When the ordeal was over, Herron received medical care for her injuries and began the process of healing and sharing her story, including on Instagram. She didn’t realize she’d need her battle cry once again, so soon after the attack.

But Herron found herself saying the explicit phrase again, this time in response to a very different kind of violation. Just Want Privacy — a group pushing for legislation that would require people in Washington state to use public restrooms based on the gender they were born with — used Herron’s story to promote that agenda. The group shared Herron’s Instagram photos from the attack. Just Want Privacy used the incident as fodder for the argument that it is dangerous to allow transgender people to use restrooms that correspond with their identity because it provides an opening for sex offenders.

Herron’s running app tracked her struggle with her attacker.

“I came out with my story about fighting back because I didn’t want other women to be fearful and not continue to do the things that make them happy, like running,” she said. “I want to empower them to tap into the savage beast that lives within. When I heard that this political campaign was using me to further their own agenda I had to speak out and say, again, ‘Not today, motherfucker.’ I can’t speak for those groups but it’s clear to me that one thing has nothing to do with the other. Protecting transgender people from discrimination has nothing to do with sexual assault.”

Just Want Privacy took down the photos of Herron and issued an apology on Facebook.

“We have recently learned through several media outlets that the woman objected to our reference to her story in our communications,” the statement said. “Since many of the volunteers that comprise this campaign are themselves, survivors of sexual assault, the last thing we want to do is make anyone feel exploited.”

RealSelf makes a point to stand behind transgender rights. As an online community for people interested in elective medical procedures, many of the Seattle company’s customers are trans. Similarly, women’s issues are a high priority for the company. The upcoming self-defense class is part of an ongoing Empowerment Series, centered around supporting women to be confident in whatever they do and promoting equality.

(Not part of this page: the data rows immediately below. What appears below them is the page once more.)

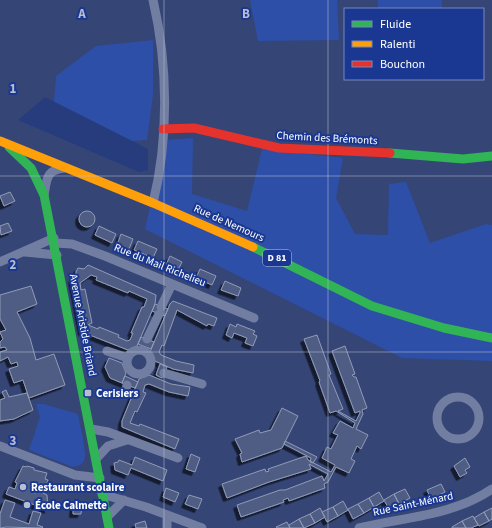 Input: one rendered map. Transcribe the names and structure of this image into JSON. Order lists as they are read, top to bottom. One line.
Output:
{"streets":{"street":["Chemin des Brémonts","Rue de Nemours","D 81","Rue du Mail Richelieu","Avenue Aristide Briand","Rue Saint-Ménard"]},"crossings":[["Rue de Nemours","Avenue Aristide Briand"],["Rue du Mail Richelieu","Avenue Aristide Briand"]],"places":{"transit":["Cerisiers"],"other":["Restaurant scolaire","École Calmette"]},"legend":["Fluide","Ralenti","Bouchon"],"grid":{"columns":["A","B"],"rows":["1","2","3"]}} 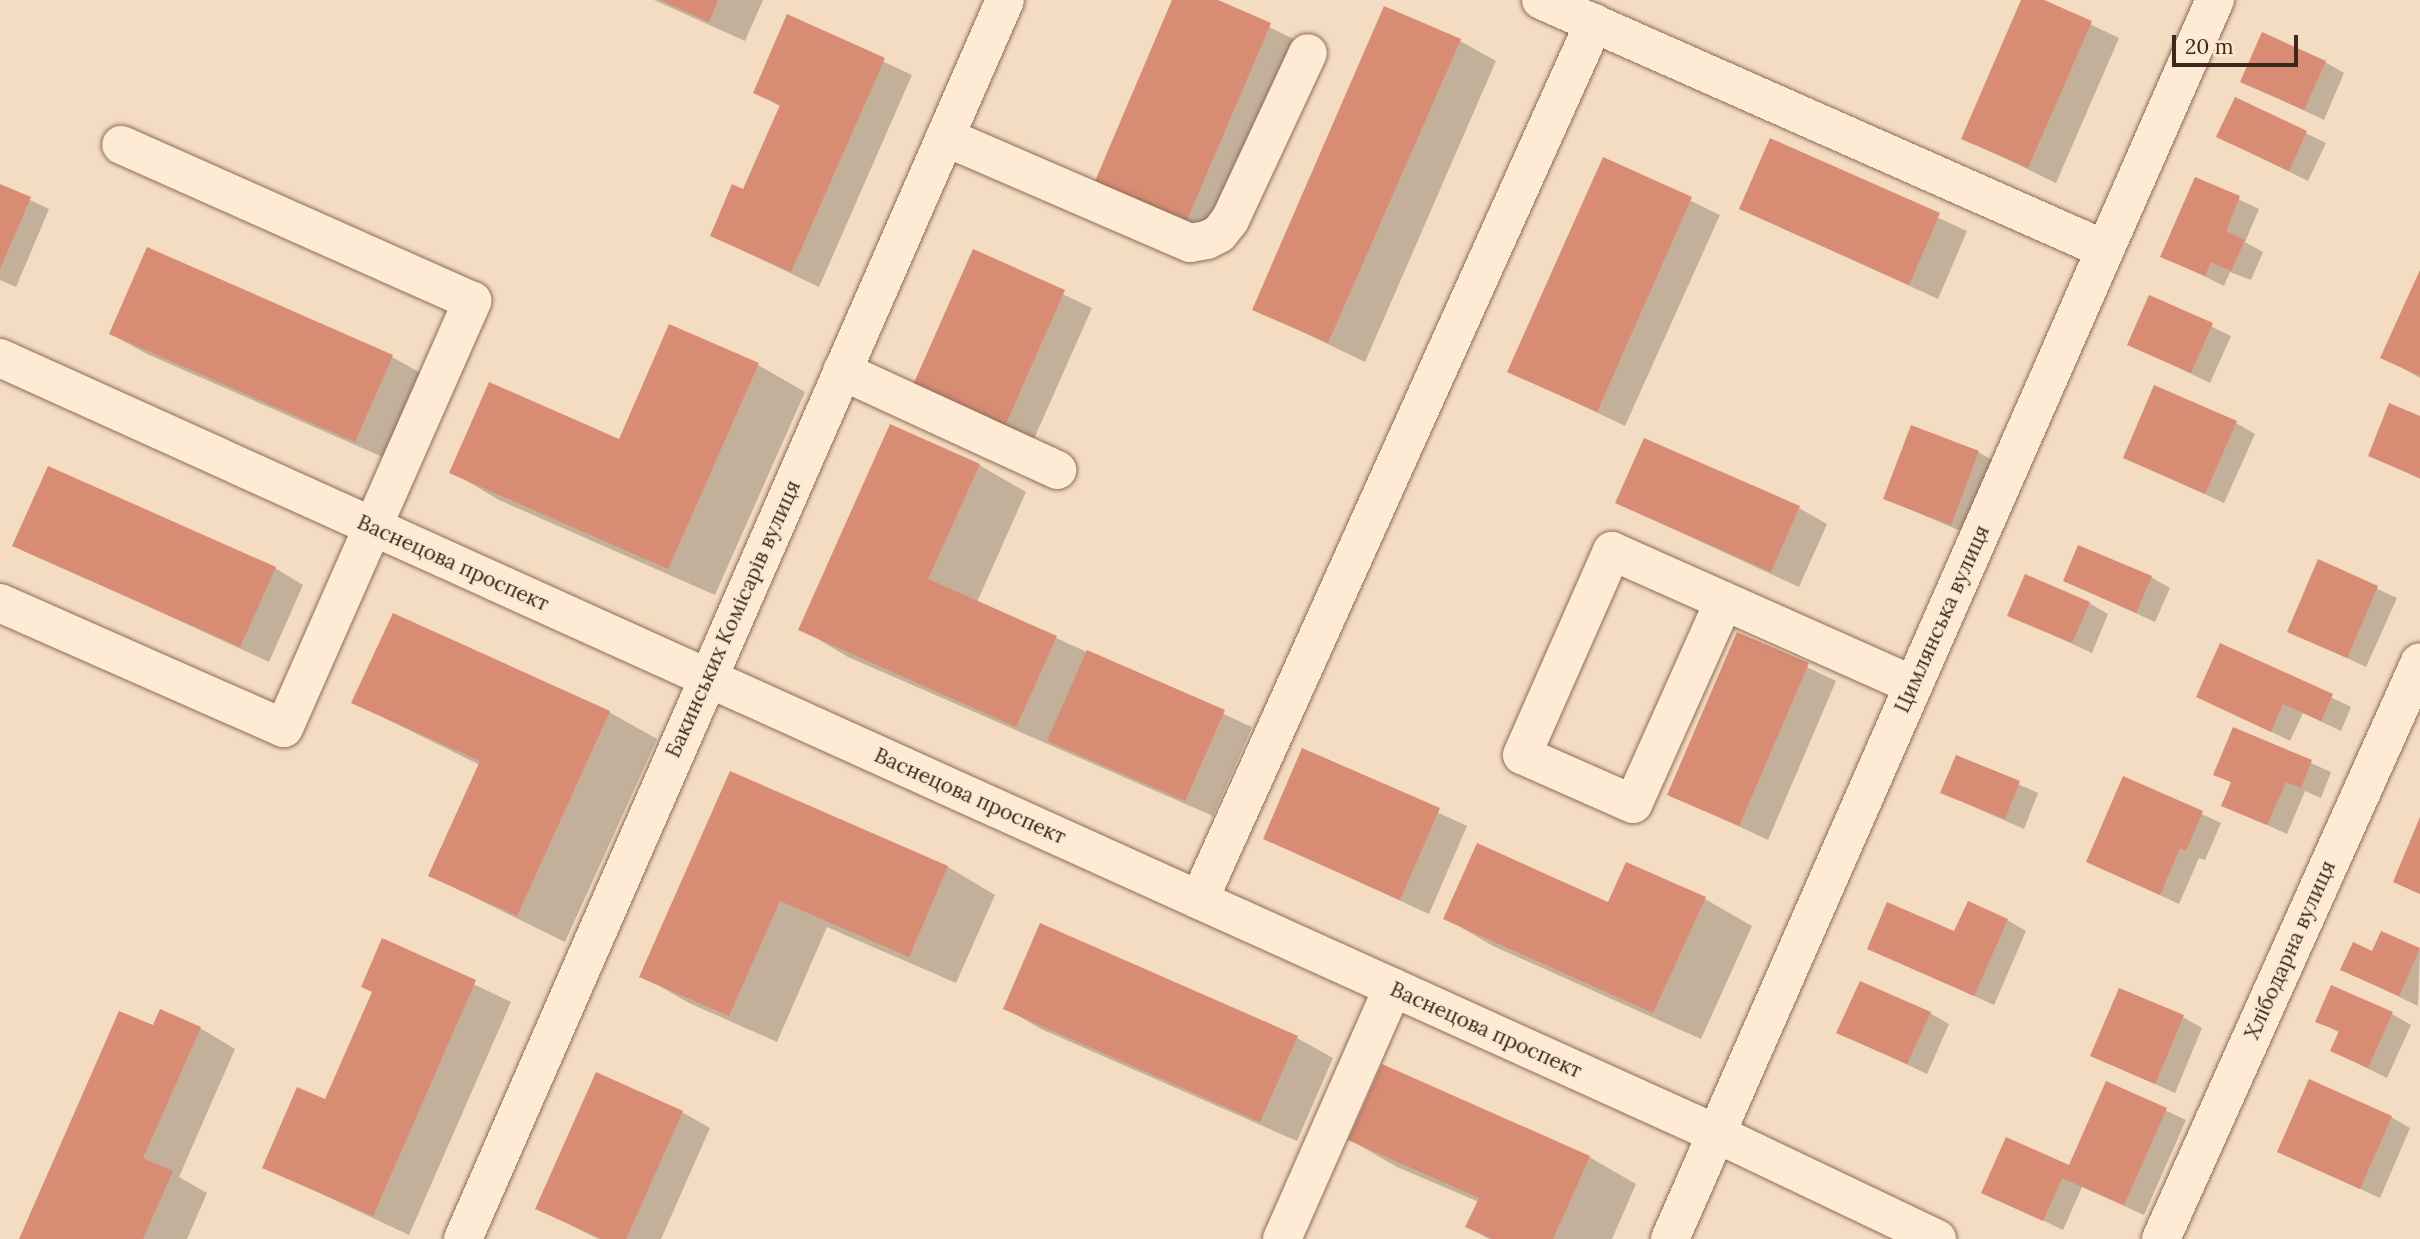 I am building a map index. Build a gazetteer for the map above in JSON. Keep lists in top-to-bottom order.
{
  "streets": {
    "street": [
      "Васнецова проспект",
      "Бакинських Комісарів вулиця",
      "Цимлянська вулиця",
      "Хлібодарна вулиця"
    ]
  },
  "crossings": [
    ["Васнецова проспект", "Бакинських Комісарів вулиця"],
    ["Васнецова проспект", "Цимлянська вулиця"]
  ],
  "scale_bar": "20 m"
} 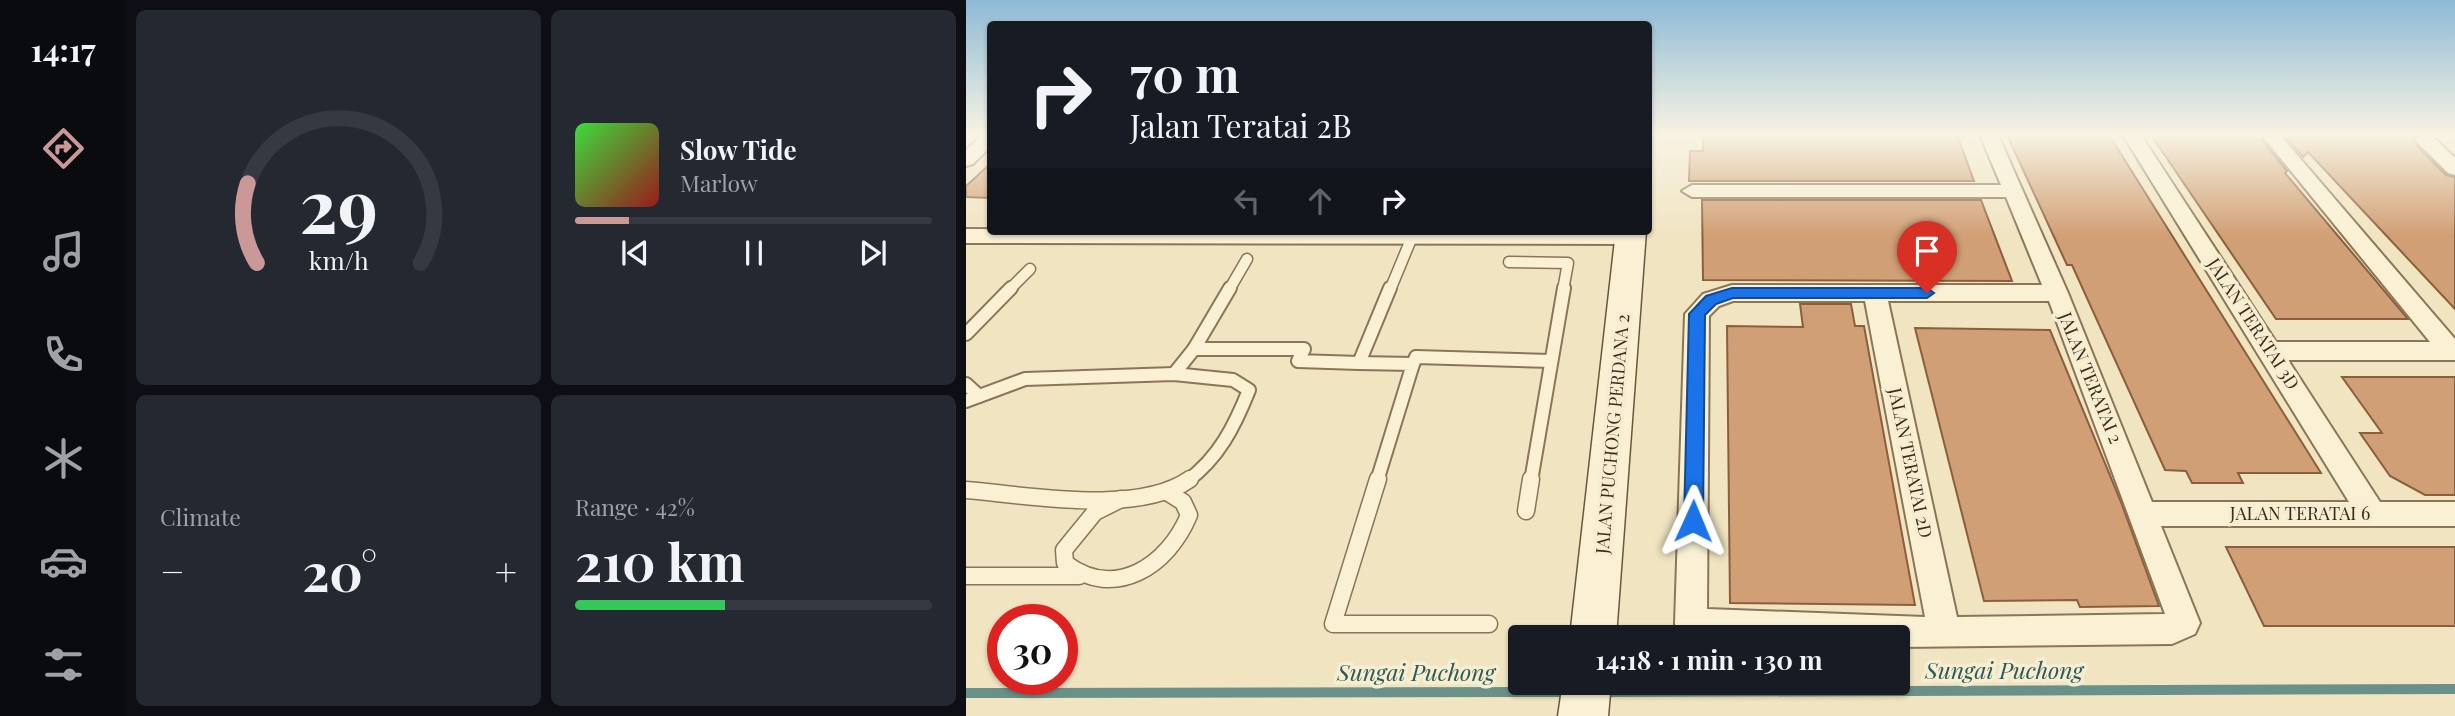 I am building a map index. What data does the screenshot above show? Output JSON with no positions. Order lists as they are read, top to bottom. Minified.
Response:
{"streets":{"street":["JALAN TERATAI 3D","JALAN TERATAI 2","JALAN PUCHONG PERDANA 2","JALAN TERATAI 2D","JALAN TERATAI 6"]},"crossings":[["JALAN TERATAI 3D","JALAN TERATAI 6"],["JALAN TERATAI 2","JALAN TERATAI 2D"],["JALAN TERATAI 2","JALAN TERATAI 6"]],"water":["Sungai Puchong"],"page":{"tabs":"14:17","turn":["70 m","Jalan Teratai 2B"],"song":["Slow Tide","Marlow"],"tile":["Climate",["Range · 42%","210 km"]],"heat":["−","20°","+"],"limit":"30","trip":"14:18 · 1 min · 130 m","gauge":["29","km/h"]}}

“What I want women to know is that they are so much stronger than they know and they have so much power inside them that they can unleash in a terrifying situation such as this,” Herron said. “I survived because of the self-defense class my employer RealSelf offered to us as a benefit. I hope other companies will follow this example immediately because yes, life gets busy but it is never too soon to prioritize the safety and security of the people you care about and yourself.”